──────── TASK DATA

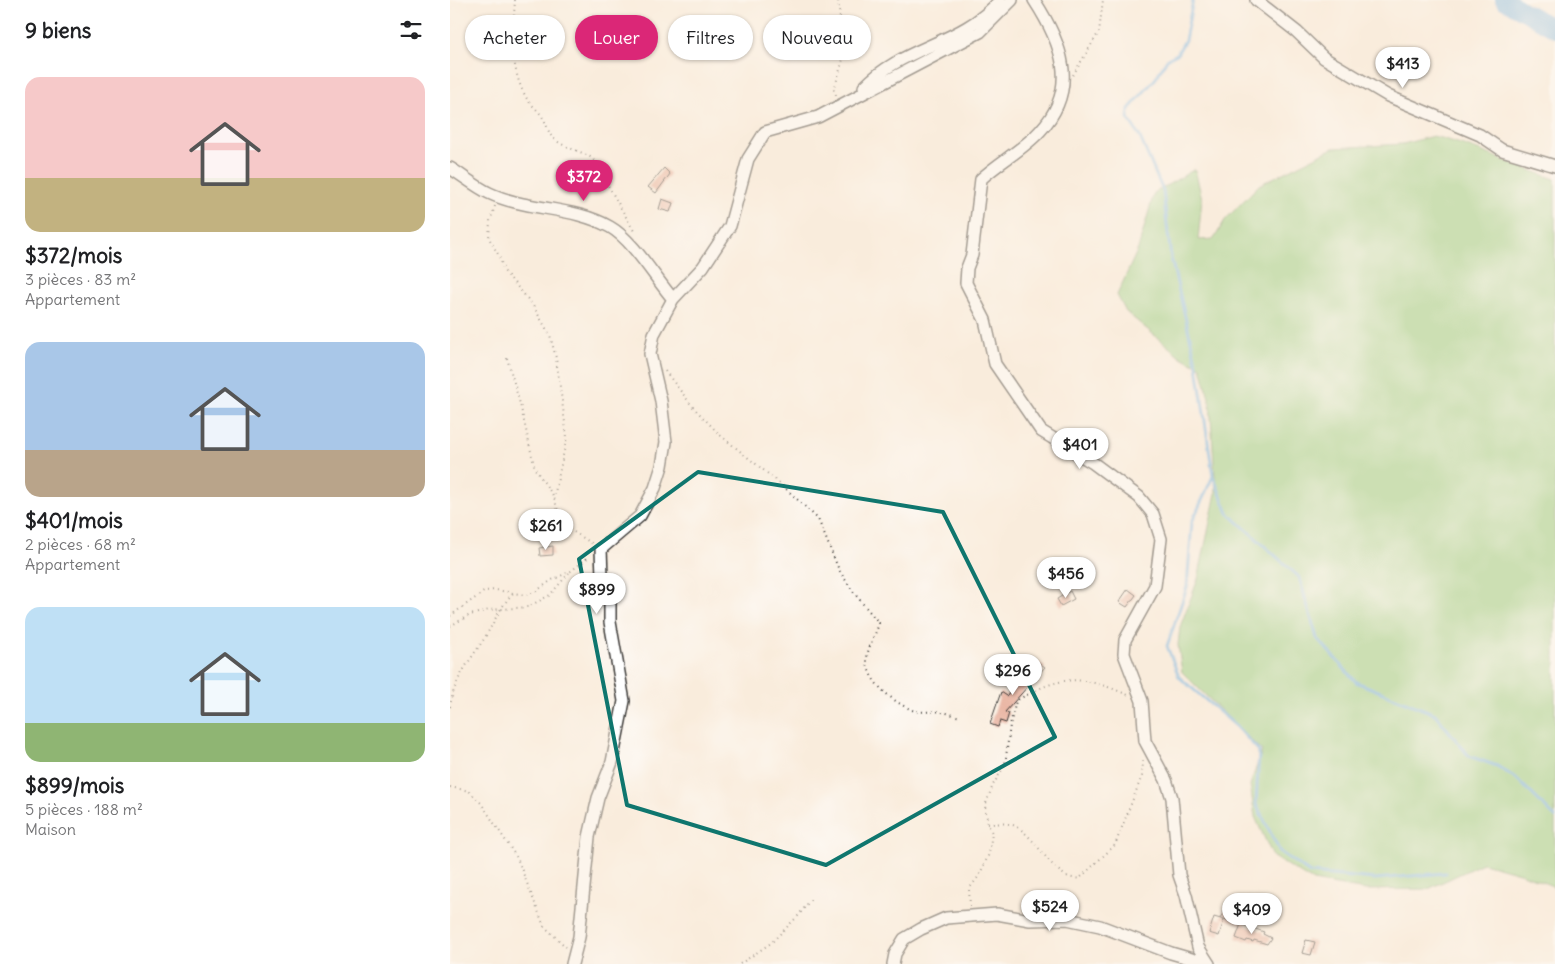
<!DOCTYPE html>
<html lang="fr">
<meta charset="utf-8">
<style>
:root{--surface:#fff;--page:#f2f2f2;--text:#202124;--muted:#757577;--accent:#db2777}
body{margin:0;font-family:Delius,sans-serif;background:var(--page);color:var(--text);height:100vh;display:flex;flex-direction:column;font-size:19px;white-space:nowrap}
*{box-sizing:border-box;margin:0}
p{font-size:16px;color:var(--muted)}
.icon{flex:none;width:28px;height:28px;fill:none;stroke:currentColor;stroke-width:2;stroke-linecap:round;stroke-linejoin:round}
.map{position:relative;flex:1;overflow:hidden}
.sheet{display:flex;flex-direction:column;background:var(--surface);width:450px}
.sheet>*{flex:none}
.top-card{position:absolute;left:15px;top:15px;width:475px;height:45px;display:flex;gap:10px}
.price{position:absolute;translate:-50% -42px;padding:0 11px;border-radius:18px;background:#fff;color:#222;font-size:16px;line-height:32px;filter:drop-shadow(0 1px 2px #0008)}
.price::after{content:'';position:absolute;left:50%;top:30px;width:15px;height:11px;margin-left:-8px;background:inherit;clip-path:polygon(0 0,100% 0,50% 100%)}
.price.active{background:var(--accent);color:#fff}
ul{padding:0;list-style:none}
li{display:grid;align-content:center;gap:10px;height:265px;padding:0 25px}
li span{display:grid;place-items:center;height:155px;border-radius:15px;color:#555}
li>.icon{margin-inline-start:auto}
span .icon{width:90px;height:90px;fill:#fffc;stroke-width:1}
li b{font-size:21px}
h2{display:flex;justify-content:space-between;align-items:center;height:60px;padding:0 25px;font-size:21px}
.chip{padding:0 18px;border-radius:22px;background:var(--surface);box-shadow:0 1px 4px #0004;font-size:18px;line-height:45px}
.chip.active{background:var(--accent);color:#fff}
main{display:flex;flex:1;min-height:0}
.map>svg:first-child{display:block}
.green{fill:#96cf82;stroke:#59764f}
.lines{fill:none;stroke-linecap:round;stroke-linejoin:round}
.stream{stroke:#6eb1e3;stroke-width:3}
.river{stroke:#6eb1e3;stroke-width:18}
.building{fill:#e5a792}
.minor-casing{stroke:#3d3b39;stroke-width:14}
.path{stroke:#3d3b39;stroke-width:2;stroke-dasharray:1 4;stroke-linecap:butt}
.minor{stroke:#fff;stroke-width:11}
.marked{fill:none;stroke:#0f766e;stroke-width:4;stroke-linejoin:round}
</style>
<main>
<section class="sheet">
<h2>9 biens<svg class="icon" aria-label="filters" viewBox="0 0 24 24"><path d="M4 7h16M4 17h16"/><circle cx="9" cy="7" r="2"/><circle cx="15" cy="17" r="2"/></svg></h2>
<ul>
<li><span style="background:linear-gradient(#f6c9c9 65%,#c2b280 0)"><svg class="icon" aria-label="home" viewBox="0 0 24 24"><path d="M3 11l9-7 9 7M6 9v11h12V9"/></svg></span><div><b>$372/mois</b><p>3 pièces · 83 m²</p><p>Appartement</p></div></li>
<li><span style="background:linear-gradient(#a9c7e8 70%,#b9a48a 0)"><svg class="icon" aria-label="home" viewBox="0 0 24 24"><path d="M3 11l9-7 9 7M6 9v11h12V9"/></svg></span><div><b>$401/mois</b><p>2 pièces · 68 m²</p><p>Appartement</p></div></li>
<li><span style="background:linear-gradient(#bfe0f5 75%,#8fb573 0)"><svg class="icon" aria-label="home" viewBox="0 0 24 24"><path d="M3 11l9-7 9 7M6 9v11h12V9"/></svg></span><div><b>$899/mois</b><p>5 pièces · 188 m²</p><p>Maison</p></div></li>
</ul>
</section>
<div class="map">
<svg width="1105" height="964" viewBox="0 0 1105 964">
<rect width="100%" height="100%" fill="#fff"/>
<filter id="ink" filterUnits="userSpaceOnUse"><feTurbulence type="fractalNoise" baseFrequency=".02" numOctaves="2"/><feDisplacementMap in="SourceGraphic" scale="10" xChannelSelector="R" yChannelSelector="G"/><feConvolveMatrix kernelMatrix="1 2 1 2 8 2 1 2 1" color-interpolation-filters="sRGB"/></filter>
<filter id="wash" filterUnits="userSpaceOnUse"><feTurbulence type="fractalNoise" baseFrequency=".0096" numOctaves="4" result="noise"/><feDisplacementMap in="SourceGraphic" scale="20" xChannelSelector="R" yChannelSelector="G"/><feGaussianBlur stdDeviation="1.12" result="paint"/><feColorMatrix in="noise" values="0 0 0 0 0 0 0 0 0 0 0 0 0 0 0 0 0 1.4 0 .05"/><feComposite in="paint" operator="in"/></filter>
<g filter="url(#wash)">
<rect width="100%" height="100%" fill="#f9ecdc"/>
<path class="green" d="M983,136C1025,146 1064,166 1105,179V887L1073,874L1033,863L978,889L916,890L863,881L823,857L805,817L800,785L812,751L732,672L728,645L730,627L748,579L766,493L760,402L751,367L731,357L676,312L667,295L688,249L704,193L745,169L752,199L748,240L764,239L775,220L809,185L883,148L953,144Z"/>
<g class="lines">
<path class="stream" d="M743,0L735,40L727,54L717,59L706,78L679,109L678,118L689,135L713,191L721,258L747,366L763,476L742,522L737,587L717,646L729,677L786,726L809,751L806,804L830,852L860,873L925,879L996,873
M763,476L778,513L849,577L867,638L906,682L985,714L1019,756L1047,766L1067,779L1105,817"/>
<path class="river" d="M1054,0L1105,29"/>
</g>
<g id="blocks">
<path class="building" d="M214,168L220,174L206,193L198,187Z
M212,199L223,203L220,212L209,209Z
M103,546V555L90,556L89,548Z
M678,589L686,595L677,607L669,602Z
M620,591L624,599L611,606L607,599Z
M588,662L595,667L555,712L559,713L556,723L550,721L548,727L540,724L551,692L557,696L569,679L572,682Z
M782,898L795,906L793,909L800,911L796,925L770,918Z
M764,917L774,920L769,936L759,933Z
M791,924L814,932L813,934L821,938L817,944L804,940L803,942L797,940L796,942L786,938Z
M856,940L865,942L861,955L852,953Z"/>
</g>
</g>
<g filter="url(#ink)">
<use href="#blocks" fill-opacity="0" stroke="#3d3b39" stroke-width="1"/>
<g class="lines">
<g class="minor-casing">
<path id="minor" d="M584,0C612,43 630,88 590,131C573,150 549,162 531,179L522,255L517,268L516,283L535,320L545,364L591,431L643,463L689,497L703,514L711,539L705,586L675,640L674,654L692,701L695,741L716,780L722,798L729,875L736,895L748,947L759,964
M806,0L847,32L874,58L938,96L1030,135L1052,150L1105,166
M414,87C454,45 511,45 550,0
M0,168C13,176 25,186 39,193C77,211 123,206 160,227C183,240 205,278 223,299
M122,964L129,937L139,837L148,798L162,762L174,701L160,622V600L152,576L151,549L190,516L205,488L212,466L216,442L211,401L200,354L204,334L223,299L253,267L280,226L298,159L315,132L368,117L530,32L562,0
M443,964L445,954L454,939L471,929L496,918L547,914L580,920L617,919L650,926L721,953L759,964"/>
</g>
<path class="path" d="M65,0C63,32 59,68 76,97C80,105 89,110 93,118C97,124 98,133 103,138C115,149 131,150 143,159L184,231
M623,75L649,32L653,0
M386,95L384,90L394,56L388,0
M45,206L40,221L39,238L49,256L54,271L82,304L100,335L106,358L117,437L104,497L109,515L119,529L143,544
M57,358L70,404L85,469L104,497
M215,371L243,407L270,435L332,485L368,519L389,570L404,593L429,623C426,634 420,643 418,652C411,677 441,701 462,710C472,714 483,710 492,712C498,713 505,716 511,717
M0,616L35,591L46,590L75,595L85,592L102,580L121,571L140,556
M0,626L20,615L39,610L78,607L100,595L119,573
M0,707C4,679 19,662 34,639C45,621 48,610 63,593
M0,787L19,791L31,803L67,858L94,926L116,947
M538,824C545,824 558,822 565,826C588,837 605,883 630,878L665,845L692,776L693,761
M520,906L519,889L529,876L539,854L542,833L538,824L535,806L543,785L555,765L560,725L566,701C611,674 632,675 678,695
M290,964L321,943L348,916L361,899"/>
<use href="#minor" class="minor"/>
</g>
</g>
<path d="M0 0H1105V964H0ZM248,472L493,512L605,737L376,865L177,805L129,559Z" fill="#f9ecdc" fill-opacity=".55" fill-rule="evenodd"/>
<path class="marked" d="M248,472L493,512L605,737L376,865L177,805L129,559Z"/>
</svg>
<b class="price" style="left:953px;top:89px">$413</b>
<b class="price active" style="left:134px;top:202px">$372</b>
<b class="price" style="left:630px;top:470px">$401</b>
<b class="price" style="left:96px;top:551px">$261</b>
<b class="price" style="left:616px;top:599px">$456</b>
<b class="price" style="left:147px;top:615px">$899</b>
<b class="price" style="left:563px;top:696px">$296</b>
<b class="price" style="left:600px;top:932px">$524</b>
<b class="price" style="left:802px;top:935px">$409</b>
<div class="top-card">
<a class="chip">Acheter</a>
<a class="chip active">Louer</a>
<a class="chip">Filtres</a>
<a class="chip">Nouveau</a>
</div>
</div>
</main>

────────────────

• _WORK REQUIRED_: Note every line of the records that holds the word "linejoin", and copy it.

• _WRITTEN REPLY_:
.icon{flex:none;width:28px;height:28px;fill:none;stroke:currentColor;stroke-width:2;stroke-linecap:round;stroke-linejoin:round}
.lines{fill:none;stroke-linecap:round;stroke-linejoin:round}
.marked{fill:none;stroke:#0f766e;stroke-width:4;stroke-linejoin:round}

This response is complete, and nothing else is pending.